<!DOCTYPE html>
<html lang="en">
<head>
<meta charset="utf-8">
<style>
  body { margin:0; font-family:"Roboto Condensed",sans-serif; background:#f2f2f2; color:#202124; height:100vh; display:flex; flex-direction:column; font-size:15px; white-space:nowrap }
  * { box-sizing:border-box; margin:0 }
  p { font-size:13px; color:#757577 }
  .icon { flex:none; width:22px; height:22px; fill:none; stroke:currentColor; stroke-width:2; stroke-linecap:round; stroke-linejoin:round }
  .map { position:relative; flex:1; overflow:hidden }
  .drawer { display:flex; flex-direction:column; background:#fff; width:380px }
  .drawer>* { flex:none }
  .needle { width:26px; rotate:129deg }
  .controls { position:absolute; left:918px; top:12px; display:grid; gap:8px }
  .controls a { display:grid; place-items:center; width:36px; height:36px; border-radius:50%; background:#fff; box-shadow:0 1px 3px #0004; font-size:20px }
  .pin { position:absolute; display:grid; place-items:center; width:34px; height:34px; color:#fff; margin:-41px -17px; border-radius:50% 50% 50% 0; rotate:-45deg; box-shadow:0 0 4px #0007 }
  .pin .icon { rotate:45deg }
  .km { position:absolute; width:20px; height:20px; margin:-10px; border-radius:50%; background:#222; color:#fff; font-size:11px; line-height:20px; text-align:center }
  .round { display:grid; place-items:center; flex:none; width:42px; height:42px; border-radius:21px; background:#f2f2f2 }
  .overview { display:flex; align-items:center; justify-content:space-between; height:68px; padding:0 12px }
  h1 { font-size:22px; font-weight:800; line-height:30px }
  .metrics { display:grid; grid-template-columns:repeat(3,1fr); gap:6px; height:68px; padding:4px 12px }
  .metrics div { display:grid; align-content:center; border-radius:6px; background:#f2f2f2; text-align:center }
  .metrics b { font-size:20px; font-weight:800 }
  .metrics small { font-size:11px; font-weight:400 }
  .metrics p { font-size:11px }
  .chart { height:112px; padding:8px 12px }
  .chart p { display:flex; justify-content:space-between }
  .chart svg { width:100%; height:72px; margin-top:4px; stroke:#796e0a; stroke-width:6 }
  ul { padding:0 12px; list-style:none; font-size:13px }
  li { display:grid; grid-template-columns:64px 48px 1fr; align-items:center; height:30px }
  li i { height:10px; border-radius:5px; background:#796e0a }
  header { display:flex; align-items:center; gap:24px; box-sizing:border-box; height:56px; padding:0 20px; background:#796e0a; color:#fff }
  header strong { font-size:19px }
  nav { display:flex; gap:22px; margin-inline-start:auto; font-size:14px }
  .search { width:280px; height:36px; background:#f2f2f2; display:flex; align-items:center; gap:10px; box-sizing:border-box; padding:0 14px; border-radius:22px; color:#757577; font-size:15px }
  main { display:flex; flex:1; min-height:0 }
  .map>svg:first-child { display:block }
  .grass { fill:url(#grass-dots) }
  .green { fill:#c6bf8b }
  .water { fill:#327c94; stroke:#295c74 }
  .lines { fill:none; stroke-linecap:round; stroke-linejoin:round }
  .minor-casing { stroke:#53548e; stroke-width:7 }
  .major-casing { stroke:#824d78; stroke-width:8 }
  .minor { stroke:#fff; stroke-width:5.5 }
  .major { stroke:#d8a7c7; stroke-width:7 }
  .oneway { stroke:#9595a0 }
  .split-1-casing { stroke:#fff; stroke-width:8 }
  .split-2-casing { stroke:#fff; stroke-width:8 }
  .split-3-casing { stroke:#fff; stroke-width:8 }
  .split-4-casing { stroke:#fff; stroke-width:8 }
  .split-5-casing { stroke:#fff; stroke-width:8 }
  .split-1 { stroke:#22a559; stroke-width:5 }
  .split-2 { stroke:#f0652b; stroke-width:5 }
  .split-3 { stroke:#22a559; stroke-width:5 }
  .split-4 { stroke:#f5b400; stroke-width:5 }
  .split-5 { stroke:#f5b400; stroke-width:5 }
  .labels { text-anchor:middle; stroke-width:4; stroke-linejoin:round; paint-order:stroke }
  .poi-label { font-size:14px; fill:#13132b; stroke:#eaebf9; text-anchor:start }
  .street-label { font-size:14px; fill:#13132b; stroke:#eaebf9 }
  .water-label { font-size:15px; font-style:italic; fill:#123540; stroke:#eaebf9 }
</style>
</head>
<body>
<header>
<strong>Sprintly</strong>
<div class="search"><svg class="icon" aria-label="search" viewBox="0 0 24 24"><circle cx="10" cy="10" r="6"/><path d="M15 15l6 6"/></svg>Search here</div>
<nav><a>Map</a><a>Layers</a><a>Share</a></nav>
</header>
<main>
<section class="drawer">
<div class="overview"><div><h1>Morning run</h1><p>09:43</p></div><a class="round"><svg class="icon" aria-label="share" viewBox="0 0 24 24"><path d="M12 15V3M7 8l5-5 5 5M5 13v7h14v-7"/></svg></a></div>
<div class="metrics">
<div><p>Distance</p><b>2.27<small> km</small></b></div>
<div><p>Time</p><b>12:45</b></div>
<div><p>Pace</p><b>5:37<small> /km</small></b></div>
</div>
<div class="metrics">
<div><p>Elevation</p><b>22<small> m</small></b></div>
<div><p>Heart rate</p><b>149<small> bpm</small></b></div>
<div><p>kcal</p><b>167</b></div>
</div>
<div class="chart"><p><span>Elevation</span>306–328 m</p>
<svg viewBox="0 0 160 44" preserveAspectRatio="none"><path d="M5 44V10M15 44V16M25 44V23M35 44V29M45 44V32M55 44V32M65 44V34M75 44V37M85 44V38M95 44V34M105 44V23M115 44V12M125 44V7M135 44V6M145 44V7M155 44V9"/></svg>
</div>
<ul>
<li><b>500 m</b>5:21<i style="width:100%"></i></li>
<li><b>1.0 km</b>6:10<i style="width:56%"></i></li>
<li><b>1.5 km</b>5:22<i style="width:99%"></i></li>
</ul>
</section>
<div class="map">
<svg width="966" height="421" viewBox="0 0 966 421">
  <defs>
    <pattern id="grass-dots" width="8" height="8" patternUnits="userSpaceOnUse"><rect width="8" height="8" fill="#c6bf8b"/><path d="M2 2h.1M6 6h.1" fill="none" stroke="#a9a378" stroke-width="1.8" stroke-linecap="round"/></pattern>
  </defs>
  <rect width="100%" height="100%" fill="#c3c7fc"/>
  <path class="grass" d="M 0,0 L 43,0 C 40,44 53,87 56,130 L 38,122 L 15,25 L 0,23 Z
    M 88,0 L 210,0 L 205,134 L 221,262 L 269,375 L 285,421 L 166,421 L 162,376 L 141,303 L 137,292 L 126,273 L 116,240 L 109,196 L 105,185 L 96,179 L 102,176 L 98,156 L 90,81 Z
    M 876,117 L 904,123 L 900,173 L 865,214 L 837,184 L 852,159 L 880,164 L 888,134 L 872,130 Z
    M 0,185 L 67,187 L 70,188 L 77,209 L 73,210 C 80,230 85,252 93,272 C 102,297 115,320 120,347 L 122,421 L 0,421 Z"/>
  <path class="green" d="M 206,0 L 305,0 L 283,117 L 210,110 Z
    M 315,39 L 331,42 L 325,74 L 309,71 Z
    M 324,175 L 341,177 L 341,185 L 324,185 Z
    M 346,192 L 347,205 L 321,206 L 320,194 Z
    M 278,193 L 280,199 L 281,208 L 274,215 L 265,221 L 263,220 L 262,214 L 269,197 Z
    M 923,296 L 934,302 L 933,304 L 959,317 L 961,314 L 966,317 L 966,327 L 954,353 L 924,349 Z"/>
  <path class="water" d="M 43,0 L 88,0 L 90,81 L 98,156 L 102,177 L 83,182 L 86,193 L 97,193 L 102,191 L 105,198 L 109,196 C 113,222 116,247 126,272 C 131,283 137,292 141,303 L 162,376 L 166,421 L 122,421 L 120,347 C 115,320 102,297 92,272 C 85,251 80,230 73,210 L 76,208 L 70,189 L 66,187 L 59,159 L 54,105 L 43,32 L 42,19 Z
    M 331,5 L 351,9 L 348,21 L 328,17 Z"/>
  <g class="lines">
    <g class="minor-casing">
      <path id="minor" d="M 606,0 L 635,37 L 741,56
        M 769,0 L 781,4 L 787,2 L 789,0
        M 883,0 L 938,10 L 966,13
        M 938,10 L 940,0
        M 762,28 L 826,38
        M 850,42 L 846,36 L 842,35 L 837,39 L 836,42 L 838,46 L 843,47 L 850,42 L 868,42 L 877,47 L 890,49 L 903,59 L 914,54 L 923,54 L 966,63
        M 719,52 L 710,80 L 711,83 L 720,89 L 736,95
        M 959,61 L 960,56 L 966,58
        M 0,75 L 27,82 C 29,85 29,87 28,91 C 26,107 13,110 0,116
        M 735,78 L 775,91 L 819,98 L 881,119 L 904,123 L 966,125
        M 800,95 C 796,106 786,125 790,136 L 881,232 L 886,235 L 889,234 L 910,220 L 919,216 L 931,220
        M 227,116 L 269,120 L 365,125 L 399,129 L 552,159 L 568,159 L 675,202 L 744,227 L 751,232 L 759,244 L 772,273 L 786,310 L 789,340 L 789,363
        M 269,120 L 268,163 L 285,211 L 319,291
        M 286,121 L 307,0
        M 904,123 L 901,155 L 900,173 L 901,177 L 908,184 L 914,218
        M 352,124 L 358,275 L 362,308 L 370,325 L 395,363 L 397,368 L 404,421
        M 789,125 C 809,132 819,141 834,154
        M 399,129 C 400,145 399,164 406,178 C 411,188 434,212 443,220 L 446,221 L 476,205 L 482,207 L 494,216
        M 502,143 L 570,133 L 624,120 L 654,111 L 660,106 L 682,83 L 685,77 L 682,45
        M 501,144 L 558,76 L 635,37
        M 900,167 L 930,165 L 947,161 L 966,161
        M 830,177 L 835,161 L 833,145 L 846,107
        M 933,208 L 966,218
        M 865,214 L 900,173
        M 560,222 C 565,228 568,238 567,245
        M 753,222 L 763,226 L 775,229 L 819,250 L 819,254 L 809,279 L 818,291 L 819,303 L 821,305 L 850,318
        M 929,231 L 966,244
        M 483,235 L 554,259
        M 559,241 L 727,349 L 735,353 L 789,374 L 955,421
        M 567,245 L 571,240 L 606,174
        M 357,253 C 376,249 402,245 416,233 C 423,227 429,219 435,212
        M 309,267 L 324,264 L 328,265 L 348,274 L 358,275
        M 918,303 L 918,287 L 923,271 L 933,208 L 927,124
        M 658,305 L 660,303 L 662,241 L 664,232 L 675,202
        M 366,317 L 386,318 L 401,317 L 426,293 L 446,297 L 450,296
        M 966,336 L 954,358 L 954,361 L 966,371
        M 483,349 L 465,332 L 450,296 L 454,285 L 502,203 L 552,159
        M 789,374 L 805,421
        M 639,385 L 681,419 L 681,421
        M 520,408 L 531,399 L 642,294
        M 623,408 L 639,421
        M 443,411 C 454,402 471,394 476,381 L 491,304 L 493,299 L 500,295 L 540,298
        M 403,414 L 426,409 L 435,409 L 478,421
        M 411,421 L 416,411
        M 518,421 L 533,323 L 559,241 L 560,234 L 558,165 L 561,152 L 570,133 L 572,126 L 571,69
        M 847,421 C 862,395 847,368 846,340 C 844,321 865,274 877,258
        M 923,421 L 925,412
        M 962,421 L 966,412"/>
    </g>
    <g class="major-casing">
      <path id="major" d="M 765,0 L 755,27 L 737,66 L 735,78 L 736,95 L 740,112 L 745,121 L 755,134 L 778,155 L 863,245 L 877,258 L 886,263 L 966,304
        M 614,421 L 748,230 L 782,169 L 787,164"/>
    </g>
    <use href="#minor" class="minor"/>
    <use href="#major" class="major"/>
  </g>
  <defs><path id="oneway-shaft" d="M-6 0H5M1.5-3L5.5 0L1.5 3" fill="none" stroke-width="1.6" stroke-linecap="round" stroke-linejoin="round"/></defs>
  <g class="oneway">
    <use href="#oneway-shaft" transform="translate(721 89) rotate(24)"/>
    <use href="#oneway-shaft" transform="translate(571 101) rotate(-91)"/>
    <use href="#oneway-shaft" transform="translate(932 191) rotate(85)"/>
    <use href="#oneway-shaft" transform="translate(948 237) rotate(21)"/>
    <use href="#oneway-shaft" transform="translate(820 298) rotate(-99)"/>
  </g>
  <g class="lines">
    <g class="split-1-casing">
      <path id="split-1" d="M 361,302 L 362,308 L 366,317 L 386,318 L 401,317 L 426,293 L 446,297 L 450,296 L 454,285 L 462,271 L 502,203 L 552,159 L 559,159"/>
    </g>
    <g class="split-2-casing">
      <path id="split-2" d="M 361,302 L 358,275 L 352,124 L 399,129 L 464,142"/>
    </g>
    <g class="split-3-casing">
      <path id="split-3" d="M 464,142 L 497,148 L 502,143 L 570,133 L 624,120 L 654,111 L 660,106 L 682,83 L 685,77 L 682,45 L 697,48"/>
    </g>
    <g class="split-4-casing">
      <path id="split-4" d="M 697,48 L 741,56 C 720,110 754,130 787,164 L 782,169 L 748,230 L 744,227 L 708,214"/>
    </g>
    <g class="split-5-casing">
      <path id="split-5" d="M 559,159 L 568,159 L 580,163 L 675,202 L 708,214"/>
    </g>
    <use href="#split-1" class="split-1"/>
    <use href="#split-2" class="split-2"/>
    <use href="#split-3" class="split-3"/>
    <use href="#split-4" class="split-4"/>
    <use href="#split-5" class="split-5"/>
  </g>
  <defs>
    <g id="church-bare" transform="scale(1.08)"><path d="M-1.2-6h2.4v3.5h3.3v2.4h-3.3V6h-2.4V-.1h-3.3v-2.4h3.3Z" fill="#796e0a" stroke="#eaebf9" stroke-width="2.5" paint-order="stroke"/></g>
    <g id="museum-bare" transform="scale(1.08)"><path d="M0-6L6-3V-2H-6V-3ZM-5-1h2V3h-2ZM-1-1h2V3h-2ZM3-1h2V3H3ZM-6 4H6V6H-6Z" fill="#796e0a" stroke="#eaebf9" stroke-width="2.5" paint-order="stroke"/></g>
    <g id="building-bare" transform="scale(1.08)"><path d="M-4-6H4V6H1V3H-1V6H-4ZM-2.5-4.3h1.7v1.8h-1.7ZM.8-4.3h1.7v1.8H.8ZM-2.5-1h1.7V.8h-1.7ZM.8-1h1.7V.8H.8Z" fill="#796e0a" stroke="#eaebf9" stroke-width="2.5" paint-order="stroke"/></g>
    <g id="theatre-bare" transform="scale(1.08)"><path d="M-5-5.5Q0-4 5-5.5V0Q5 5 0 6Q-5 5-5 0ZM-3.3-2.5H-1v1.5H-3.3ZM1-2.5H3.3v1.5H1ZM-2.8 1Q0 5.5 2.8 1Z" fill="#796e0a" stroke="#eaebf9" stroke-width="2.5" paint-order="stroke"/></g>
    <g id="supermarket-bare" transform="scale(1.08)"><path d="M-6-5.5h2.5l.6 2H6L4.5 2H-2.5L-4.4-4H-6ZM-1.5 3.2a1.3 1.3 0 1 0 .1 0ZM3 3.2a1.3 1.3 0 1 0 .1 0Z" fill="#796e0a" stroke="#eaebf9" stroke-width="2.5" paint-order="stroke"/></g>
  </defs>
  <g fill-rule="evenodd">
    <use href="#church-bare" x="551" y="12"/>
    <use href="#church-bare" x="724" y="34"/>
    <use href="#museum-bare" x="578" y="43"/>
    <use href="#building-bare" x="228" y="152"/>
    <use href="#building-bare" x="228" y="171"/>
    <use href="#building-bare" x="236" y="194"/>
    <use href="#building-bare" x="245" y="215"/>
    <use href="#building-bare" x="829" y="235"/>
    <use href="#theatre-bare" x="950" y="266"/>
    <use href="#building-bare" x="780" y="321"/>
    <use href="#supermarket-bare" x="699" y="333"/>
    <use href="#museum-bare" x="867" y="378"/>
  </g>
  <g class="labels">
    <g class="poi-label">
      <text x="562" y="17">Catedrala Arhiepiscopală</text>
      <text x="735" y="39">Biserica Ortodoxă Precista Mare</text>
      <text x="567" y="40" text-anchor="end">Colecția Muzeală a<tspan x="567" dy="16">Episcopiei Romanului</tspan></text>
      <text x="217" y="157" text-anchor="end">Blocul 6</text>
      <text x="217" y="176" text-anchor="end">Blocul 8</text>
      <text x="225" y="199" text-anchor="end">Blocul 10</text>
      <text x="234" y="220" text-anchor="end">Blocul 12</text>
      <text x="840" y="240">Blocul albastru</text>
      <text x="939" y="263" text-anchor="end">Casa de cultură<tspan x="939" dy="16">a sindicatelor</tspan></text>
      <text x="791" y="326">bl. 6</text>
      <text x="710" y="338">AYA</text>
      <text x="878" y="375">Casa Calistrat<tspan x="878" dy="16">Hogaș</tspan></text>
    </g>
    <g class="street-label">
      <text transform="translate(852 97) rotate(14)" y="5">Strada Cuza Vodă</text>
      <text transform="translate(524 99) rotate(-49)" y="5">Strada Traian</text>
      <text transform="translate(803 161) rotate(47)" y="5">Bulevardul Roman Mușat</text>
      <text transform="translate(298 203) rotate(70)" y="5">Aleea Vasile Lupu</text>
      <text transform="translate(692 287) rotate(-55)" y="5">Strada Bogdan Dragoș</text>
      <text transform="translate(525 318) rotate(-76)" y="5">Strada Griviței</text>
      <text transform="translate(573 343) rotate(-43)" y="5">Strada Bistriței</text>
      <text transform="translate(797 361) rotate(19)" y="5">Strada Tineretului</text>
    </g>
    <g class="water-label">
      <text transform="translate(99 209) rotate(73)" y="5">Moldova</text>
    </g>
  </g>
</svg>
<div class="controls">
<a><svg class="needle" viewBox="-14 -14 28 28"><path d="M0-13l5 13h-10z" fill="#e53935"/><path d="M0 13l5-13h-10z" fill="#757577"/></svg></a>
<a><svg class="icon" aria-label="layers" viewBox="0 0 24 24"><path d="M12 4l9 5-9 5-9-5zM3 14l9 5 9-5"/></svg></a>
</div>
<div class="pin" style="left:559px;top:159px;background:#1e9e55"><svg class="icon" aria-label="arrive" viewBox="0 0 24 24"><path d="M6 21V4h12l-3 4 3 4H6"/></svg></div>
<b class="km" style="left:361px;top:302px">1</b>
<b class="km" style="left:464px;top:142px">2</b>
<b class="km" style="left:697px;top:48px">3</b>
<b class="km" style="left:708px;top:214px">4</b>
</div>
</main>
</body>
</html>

→ **TASK DIRECTIONS**
On how many lines of the data does the word "controls" appear? Reply with the number alone.

→ **OUTPUT FOR THIS EXERCISE**
3